= YOUR ASSIGNMENT =
Reproduce every line in the material below that holds "controls".

= THE INPUT =
==================================================

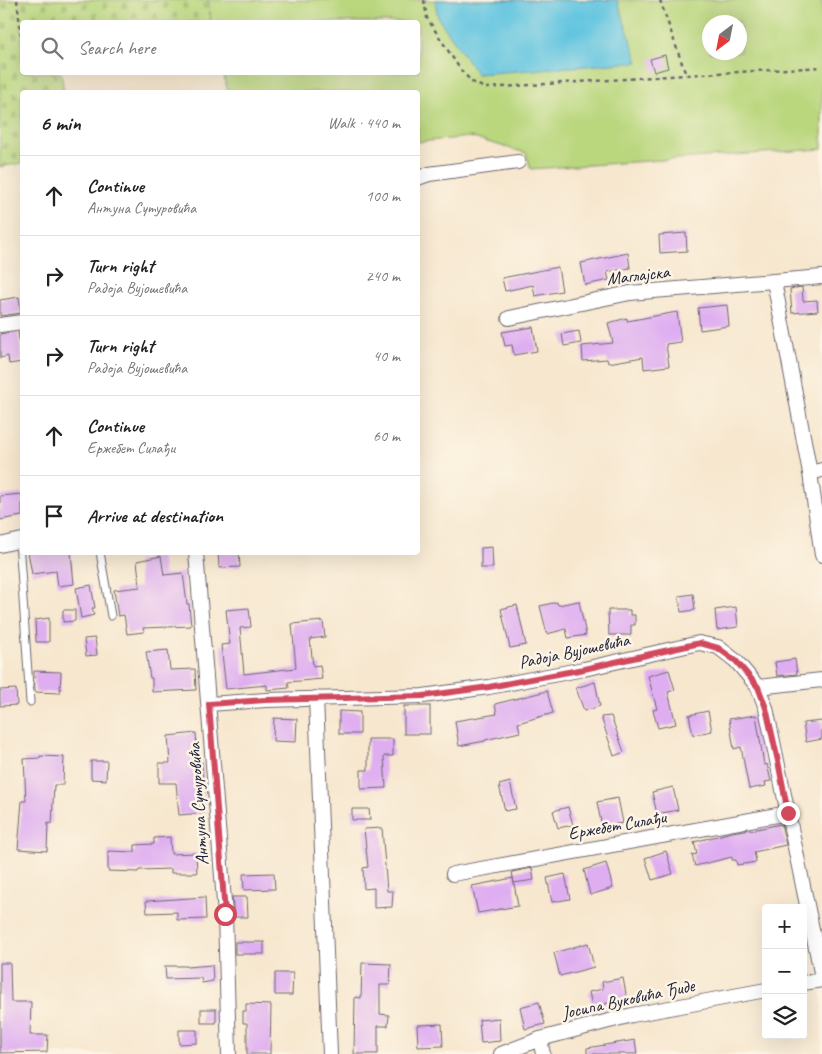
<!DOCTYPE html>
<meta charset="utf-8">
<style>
:root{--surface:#fff;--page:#f2f2f2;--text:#222;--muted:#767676;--line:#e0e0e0}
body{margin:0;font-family:Caveat,sans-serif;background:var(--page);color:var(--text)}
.controls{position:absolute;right:15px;bottom:15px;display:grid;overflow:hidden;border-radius:5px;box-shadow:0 5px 20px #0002}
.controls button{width:45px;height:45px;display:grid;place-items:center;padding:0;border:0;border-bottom:1px solid var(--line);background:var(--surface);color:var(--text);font:25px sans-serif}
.compass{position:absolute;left:702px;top:15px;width:45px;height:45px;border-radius:50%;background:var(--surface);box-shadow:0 5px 20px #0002;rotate:212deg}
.stop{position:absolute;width:15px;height:15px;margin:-11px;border:4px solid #d1495b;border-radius:50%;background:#fff}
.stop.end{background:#d1495b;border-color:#fff;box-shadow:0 1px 5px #0008}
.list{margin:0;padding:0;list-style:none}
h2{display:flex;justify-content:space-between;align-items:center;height:65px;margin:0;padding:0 20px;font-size:21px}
h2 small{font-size:16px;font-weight:400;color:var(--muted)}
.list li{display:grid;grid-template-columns:32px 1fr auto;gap:15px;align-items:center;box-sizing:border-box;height:80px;padding:0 20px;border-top:1px solid var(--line)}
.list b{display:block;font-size:19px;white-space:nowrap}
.list p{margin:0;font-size:16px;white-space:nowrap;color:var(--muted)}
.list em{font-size:16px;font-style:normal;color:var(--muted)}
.icon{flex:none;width:28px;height:28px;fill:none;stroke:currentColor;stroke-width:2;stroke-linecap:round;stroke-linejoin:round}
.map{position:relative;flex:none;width:822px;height:1054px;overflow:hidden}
.search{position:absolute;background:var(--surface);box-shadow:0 5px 20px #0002;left:20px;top:20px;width:400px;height:55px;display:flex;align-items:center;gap:12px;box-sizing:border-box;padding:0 18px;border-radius:5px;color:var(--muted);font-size:19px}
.panel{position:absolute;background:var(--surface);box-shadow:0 5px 20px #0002;left:20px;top:90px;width:400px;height:465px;border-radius:5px}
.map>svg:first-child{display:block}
</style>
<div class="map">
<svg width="822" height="1054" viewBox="0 0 822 1054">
<defs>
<pattern id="cemetery-stones" width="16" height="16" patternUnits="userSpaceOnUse" patternTransform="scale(1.25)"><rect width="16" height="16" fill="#bad77e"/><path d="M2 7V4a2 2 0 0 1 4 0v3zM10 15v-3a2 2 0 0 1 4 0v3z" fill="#a0b86e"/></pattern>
</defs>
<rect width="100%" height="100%" fill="#fcf5e5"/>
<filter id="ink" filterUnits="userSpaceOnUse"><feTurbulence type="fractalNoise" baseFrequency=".02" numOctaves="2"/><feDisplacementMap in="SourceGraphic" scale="10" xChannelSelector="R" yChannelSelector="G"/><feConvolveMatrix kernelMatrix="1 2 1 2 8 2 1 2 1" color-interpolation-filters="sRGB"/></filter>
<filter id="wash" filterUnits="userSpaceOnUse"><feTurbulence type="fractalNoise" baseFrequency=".0096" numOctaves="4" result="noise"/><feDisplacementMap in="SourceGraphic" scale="20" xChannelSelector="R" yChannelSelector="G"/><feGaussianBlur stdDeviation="1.12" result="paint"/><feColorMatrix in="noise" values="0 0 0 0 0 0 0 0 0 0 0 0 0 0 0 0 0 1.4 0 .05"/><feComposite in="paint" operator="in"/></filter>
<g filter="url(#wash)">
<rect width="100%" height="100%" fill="#f7e7cf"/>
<path fill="#bad77e" stroke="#6e7c5c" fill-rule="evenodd" d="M208,0h614v149l-291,20 -5,-16 -56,-16 -52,5v-50h-190l-5,-19 195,-1v-50h-207zM710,22h30v30h-30z"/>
<polygon fill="url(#cemetery-stones)" stroke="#6e7c5c" points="0,0 208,0 211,22 22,22 22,72 61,73 64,92 22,92 22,163 0,167"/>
<polygon fill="#62c5e0" stroke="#42748e" points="435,0 617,0 638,62 477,74 438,18"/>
<g id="blocks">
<g fill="#dfaef1">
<polygon points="665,55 668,68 654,72 650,59"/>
<polygon points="686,233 687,251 660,253 659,235"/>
<polygon points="628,253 630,268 607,272 609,280 585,285 581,263"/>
<polygon points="558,267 562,291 535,296 533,285 505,291 502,278"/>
<polygon points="802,287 803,301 817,300 818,311 792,313 790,289"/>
<polygon points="19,297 21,313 0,316 0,300"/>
<polygon points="727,305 729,326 700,330 698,308"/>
<polygon points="677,312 681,342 666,344 669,366 644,369 643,357 608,363 607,359 583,361 582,346 613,343 608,323 627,318 627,321"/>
<polygon points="533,327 537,351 514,355 512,345 505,346 502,332"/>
<polygon points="18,331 22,362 9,364 8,356 0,358 0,334"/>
<polygon points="579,331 581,343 564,346 562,334"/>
<polygon points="22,494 22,516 0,520 0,496"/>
<polygon points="492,547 493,568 481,568 481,548"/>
<polygon points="28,552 71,552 74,584 58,586 56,571 32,574"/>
<polygon points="218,552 239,552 240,567 219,568"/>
<polygon points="161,556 164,575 183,573 187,604 189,604 191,626 143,628 144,632 127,634 124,615 118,616 114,590 140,587 137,561"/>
<polygon points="91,585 95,608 92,608 94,615 81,618 76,588"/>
<polygon points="693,594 695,610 681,612 679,596"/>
<polygon points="579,601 586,635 568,638 566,629 547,634 540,606 557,602 558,605"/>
<polygon points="517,605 526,645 510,648 501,609"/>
<polygon points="736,607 738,627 717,630 715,610"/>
<polygon points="249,608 251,627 240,628 244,674 296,668 292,624 323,621 325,637 310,639 313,666 320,665 322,679 288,682 289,688 267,690 267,685 226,689 221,645 230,644 226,610"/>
<polygon points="63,610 75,610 75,621 63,622"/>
<polygon points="608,610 630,610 630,615 635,615 635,625 631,625 631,635 609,635"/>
<polygon points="49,618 49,642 36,642 35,620"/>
<polygon points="95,638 97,655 86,656 84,639"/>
<polygon points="168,650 170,670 195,669 196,690 152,692 152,678 150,678 146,652"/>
<polygon points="795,659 797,674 777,676 775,662"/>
<polygon points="669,670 675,690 668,692 676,724 658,728 653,710 657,709 648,676"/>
<polygon points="34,671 61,672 60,693 35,692"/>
<polygon points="595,682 600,706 584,711 576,688"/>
<polygon points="16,689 17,705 0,706 0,690"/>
<polygon points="547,691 553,713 518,723 520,732 485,740 485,741 459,746 455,721 497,714 495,704"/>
<rect x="404" y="706" width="26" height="28"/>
<polygon points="339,711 360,712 360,734 339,734"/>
<polygon points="708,711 712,731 693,735 689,715"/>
<polygon points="756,715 764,765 767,764 771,781 765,782 766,786 749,789 741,747 734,749 729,719"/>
<polygon points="611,716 624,752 614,756 601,717"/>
<polygon points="274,718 297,719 296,742 273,741"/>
<polygon points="822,721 822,739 806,742 803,723"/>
<polygon points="196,733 198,762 202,762 204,813 179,815 176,783 159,783 159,763 170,763 168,736"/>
<polygon points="368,739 393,739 393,756 384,756 386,788 361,789 361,770 368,770"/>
<polygon points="40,756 64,757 63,785 54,785 52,824 48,823 47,851 18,849 22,801 26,801 24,759 40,758"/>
<polygon points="91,761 107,761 106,780 91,779"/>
<polygon points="510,782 516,809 505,811 499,785"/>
<polygon points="673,787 678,810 657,814 652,792"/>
<polygon points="618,798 623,823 602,827 597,802"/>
<polygon points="568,807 573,825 558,828 553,811"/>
<polygon points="352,809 369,809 370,820 352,820"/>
<polygon points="781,824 786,845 754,852 756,862 737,865 736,860 732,860 732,857 695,866 692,855 697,854 694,842 732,832 751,829 752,830"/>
<polygon points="382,828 387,891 393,891 392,907 374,908 374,888 364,889 363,868 368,867 364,829"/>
<polygon points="170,837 171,854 196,853 197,873 171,873 171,869 139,870 138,872 108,871 108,851 135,852 135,845 154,844 154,838"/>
<polygon points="666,851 673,874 652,880 645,858"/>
<polygon points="606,863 613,888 590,895 584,870"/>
<polygon points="532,868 534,880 514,883 512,872"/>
<polygon points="274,873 275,889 244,890 243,874"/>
<polygon points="565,874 570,899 552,902 547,878"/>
<polygon points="513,878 518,906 478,913 472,886"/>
<polygon points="205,897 206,919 177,920 177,912 147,913 146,901"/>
<polygon points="232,897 247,897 248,917 234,917"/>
<rect x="235" y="942" width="29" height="12"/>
<polygon points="588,943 594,967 560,976 554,953"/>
<polygon points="0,963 10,963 11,1002 31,1002 30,1035 48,1035 47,1052 0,1053"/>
<polygon points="362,963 391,964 390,985 380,985 380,1014 389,1015 388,1026 378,1026 378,1054 354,1054 355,997 361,998"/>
<polygon points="212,965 213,981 202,983 201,978 166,979 165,966 187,966 187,967"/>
<polygon points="275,973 293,973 292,995 275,995"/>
<polygon points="623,978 627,999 604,1004 605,1009 593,1011 589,992 603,989 602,982"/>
<polygon points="539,1002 545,1024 525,1029 520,1007"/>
<polygon points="246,1004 271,1005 270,1054 247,1054 247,1023 243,1023 243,1011 246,1011"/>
<rect x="201" y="1009" width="15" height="14"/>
<polygon points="499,1018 500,1041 481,1043 479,1020"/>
<polygon points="442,1024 443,1046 418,1047 417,1025"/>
<polygon points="179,1030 197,1030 197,1043 179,1044"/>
<polygon points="635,1040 637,1054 587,1054 587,1048"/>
</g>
</g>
</g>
<g filter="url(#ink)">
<use href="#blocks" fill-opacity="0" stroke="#6d676f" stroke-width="1"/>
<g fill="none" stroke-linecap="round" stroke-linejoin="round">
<g stroke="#6d676f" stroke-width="9">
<g id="service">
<polyline points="19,541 30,702"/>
<polyline points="100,552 111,616"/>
</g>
</g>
<g stroke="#6d676f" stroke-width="16">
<g id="minor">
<polyline points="418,178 429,174 518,162"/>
<polyline points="774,281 810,473 822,555"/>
<polyline points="509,318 630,293 822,277"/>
<polyline points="0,325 22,322"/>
<polyline points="810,473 822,470"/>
<polyline points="0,545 22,540"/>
<polyline points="196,552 225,914 229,1054"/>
<polyline points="758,687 822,680"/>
<polyline points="316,698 330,1054"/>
<polyline points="209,704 266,700 423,696 489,687 584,669 699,643 718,647 736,661 758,687 766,708 822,977"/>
<polyline points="453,874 788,813"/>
<polyline points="803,983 822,980"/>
<polyline points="540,1039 543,1054"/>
<polyline points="501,1054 540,1039 632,1015 766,990"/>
</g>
</g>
<g stroke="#6d676f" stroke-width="2.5" stroke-dasharray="4 4" stroke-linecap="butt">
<polyline points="17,0 22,43"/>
<polyline points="424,0 427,18 460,69 472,82 485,88 686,75"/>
<polyline points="660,0 686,75 822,67"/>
</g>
<use href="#service" stroke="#fff" stroke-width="7"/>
<use href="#minor" stroke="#fff" stroke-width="14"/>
</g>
</g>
<g fill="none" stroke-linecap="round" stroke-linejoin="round" filter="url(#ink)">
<polyline stroke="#d1495b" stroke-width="6" points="225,914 209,704 266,700 423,696 489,687 584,669 700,643 718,648 736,661 758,687 766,708 778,761 788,813"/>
</g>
<g text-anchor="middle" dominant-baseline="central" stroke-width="5" stroke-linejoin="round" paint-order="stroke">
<g font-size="18" fill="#22223b" stroke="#fcf5e5">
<text transform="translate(638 275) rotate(-7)">Маглајска</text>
<text transform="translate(574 651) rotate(-12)">Радоја Вујошевића</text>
<text transform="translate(198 804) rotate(-94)">Антуна Сутуровића</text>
<text transform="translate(617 825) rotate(-10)">Ержебет Силађи</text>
<text transform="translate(628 999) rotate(-12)">Јосипа Вуковића Ђиде</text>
</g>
</g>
</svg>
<div class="controls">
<button>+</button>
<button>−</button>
<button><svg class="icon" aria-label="layers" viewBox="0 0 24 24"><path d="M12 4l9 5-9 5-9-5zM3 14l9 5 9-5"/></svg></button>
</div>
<svg class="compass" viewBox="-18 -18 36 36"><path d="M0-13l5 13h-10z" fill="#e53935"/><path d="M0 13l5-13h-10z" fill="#767676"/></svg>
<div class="stop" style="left:225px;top:914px"></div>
<div class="stop end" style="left:788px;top:813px"></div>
<div class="search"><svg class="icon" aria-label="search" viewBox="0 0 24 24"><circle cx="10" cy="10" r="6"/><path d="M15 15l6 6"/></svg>Search here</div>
<section class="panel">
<h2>6 min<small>Walk · 440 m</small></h2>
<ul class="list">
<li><svg class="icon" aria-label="ahead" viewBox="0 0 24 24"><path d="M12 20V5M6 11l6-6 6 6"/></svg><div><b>Continue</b><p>Антуна Сутуровића</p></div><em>100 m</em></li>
<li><svg class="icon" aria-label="right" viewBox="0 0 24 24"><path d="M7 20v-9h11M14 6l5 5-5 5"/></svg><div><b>Turn right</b><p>Радоја Вујошевића</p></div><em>240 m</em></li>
<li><svg class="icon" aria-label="right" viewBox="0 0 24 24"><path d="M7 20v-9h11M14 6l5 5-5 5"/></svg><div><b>Turn right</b><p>Радоја Вујошевића</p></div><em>40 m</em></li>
<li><svg class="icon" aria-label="ahead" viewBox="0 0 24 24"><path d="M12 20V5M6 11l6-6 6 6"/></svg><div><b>Continue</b><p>Ержебет Силађи</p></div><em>60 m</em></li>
<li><svg class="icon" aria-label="arrive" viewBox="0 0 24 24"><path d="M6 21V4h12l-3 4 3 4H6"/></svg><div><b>Arrive at destination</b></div></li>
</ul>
</section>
</div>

==================================================

= RESPONSE TO THE TASK =
.controls{position:absolute;right:15px;bottom:15px;display:grid;overflow:hidden;border-radius:5px;box-shadow:0 5px 20px #0002}
.controls button{width:45px;height:45px;display:grid;place-items:center;padding:0;border:0;border-bottom:1px solid var(--line);background:var(--surface);color:var(--text);font:25px sans-serif}
<div class="controls">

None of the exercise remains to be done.